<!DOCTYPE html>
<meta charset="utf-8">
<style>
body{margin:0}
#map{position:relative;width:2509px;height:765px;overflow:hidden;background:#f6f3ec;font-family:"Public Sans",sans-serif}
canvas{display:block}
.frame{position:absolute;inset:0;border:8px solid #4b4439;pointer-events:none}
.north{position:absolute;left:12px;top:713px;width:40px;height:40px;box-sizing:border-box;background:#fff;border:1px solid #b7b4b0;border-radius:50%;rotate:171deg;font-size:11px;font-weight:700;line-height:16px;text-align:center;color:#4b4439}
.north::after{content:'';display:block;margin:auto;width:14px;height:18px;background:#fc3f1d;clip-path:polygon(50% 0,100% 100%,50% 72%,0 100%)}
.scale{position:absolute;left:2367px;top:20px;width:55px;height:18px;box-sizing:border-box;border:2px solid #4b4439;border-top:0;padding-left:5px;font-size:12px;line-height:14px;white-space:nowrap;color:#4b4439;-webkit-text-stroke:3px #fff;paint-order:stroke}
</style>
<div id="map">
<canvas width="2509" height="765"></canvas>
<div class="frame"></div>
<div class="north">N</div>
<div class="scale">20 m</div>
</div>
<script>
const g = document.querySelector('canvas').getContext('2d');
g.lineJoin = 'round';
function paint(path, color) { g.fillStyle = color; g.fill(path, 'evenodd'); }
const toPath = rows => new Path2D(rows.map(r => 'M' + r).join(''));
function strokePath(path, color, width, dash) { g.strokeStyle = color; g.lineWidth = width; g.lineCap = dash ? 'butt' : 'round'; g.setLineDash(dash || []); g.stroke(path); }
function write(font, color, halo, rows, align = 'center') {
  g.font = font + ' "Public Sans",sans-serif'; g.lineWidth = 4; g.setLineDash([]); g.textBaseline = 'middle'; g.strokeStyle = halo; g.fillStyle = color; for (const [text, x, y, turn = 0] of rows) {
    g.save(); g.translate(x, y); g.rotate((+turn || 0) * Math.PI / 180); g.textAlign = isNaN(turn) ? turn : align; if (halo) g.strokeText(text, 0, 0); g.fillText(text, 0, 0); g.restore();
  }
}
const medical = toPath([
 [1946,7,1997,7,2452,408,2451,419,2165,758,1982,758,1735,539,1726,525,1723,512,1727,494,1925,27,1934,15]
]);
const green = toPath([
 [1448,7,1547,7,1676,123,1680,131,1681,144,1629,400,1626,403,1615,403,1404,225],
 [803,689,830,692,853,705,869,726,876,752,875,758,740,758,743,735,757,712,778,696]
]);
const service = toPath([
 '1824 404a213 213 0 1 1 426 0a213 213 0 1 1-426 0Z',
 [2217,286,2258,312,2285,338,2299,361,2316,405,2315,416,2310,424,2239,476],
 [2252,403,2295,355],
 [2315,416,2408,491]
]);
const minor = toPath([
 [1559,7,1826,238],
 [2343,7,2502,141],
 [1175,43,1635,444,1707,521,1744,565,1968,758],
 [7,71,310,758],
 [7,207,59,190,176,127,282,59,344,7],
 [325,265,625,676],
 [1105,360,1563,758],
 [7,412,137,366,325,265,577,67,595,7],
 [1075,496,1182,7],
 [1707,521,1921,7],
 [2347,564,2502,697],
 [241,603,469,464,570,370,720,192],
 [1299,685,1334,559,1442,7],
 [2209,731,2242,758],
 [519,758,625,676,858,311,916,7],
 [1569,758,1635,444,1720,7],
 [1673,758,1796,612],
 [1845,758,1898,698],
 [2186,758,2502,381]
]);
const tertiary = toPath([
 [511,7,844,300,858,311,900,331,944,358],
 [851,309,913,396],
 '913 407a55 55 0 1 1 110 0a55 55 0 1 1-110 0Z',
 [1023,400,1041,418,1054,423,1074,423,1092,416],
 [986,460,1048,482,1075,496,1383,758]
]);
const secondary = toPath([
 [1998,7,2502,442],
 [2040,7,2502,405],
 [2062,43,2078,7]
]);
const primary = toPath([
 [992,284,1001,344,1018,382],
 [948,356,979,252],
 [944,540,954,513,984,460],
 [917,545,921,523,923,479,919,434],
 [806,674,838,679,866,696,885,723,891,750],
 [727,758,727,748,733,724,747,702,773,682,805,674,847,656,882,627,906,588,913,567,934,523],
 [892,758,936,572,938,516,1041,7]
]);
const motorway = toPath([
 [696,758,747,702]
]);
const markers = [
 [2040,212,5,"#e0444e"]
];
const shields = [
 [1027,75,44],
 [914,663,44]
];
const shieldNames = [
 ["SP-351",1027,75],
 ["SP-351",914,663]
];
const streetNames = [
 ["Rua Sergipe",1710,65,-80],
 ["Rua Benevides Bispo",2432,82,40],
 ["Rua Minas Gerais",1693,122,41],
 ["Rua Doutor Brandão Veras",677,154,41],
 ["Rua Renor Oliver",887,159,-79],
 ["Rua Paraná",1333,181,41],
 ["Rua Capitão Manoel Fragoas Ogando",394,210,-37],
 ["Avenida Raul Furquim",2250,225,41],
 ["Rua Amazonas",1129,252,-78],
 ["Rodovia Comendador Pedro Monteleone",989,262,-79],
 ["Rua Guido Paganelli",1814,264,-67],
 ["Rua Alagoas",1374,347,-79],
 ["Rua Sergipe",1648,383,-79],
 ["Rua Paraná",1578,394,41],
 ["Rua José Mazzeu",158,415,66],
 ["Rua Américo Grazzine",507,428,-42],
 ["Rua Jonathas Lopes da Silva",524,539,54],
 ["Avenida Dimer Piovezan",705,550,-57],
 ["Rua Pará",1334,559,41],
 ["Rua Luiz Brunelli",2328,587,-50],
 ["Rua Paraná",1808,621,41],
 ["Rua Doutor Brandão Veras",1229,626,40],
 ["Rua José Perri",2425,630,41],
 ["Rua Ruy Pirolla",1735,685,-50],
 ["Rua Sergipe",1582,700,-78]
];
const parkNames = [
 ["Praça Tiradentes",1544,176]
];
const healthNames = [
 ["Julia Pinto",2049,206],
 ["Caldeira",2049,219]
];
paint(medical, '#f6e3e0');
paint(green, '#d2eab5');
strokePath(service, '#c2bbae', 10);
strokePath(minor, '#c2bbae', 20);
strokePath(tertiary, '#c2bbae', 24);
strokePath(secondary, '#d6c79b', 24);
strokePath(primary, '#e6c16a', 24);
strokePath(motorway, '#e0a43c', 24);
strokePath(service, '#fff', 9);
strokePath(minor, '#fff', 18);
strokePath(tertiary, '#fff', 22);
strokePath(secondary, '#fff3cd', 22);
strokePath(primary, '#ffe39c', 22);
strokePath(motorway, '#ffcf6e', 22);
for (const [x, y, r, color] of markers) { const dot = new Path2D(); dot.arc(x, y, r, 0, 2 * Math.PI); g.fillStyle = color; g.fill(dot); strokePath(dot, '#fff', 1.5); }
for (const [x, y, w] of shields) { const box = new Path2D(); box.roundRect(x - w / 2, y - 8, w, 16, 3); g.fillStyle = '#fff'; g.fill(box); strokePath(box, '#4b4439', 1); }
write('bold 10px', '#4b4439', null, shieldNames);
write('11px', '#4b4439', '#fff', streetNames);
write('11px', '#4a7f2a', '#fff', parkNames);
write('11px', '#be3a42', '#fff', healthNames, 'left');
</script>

→ **EXERCISE DESCRIPTION**: Go through the material above, find each line with the string "setLineDash", and copy it.

→ **ANSWER BELOW**:
function strokePath(path, color, width, dash) { g.strokeStyle = color; g.lineWidth = width; g.lineCap = dash ? 'butt' : 'round'; g.setLineDash(dash || []); g.stroke(path); }
  g.font = font + ' "Public Sans",sans-serif'; g.lineWidth = 4; g.setLineDash([]); g.textBaseline = 'middle'; g.strokeStyle = halo; g.fillStyle = color; for (const [text, x, y, turn = 0] of rows) {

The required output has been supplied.